プロローグ3
プロローグ 副室長の目覚め
王都に帰還してからの数日間、特に事件が起きることも無く平和な日々が流れていた。警戒を怠っていない敵組織の襲撃、王都周辺に巣食う魔獣の凶暴化、なんてことは一切なく、王国殲滅兵室が出動するようなことはなかった。
そのため、殲滅兵室の魔法士は皆、他の部隊の仕事を手伝ったり、魔法の訓練をしたりと、各々仕事の時間を潰していた。勿論、多忙すぎにならないよう、適度な量で。
「平和だなぁ……」
殲滅兵室にある僕の執務室にて、いつものようにお茶を飲みながら、窓から差し込む日差しで日向ぼっこを満喫していた。窓枠には、いつぞやの小鳥が。

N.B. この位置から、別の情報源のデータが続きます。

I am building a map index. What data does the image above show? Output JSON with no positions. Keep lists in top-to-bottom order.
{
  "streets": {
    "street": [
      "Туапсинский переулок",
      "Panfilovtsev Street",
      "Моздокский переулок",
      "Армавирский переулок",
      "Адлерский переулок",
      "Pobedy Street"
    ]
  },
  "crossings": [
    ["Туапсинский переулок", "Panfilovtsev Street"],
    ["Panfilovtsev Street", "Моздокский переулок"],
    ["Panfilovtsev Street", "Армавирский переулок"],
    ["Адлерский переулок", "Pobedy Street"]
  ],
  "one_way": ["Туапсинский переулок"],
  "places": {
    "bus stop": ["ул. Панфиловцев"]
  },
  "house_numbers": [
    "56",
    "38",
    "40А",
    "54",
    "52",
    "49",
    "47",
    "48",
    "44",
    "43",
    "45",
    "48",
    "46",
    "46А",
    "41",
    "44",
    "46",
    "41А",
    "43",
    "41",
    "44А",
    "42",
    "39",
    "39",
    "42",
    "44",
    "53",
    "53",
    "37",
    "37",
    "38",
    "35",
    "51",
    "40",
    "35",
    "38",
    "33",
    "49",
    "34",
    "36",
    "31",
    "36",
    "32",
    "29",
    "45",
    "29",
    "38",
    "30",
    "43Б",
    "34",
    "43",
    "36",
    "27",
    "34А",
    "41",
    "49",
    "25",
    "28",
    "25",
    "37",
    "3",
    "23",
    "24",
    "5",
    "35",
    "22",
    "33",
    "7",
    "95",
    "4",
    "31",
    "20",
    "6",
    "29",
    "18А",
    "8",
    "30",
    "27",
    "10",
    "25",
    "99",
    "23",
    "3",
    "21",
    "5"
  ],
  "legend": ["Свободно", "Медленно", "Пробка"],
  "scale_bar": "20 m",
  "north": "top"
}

東都から帰還した僕らはすぐにミレナさんの治療を受け、今回の事件で負った身体の負傷を治してもらうことに。忙しそうな時だったけど、ミレナさんは仕事を後に回して僕らの傷を見てくれたんだ。その時「頑張ったわね」と労いの言葉をもらい、ついつい涙腺が緩みかけてしまった。ま、その後すぐにエルトさんから「おい紅茶淹れろ」と言われて涙も一瞬で乾いたけど。
傷は治ったけど、病み上がりだから仕事も無理のないように、とのこと。
一緒に治療を受けたアリナさんも同じことを言われていて、僕らの仕事は普段よりも少なかった。ミレナさんは本当に、いい上司だよ。だからもう少し報われてもいいと思う。あの理不尽な仕事の量は室長だからなのか?
手伝ってあげたいところだけど、行ったところで無理をするなと言われるだけだろうし……僕は平和な時間を堪能していることに……不可能ですね、はい。
「あぁ、平和だな。あ、レイズ。お茶」
「私も」
現実逃避していた僕を呼び戻すかのように、僕の先輩である御二人──エルトさんとアリナさんは同時に中身を飲み干したカップを机上で滑らせ、僕の方へ。黙ってそれに紅茶を注ぎ、同じように滑らせる。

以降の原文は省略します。